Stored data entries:
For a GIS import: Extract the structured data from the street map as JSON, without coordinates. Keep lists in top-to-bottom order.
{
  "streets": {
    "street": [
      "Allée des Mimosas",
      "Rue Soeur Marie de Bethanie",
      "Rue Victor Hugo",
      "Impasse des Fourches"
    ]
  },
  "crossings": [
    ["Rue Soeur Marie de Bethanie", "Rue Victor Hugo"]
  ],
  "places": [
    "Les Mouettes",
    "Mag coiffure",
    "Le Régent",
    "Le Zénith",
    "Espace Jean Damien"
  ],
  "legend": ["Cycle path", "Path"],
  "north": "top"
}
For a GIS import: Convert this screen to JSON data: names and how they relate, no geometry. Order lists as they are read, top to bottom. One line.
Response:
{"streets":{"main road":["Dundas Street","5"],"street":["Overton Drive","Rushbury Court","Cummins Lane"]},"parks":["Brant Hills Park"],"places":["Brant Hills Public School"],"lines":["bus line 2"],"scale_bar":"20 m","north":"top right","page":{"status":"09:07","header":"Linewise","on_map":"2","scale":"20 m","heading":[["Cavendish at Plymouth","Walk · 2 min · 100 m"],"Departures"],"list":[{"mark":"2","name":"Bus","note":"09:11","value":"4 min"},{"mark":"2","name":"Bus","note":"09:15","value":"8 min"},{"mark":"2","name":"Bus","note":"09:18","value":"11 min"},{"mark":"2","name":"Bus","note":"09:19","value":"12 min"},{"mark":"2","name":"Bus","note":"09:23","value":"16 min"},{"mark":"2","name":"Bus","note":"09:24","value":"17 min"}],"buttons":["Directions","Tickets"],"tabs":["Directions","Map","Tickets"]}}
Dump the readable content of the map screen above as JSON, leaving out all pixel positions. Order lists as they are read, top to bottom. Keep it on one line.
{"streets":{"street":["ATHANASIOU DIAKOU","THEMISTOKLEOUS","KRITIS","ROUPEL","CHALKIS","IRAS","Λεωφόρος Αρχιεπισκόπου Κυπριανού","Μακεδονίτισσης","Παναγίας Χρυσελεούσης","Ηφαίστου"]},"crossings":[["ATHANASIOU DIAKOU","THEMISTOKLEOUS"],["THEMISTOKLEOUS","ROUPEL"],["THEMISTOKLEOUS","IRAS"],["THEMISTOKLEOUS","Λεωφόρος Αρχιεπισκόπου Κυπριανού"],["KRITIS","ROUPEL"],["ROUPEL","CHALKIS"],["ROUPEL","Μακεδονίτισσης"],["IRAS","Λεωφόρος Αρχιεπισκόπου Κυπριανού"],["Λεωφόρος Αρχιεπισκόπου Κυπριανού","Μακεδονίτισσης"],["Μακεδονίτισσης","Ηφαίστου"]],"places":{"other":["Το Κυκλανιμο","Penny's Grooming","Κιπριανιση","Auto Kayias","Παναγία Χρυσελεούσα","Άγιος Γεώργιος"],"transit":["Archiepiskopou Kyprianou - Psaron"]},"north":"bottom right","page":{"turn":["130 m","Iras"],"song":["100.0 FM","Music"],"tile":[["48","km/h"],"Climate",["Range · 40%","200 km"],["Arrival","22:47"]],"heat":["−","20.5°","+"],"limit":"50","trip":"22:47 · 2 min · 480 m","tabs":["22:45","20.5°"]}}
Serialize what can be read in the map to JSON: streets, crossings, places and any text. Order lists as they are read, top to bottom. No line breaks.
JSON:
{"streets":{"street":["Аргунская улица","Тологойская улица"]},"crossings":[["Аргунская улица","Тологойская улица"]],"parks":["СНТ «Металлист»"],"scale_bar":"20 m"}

Instructions for the task: The lines from the one containing "Serialize what can" through the last line of the records are to be transcribed exactly, with nothing else added.

Final answer:
Serialize what can be read in the map to JSON: streets, crossings, places and any text. Order lists as they are read, top to bottom. No line breaks.
JSON:
{"streets":{"street":["Аргунская улица","Тологойская улица"]},"crossings":[["Аргунская улица","Тологойская улица"]],"parks":["СНТ «Металлист»"],"scale_bar":"20 m"}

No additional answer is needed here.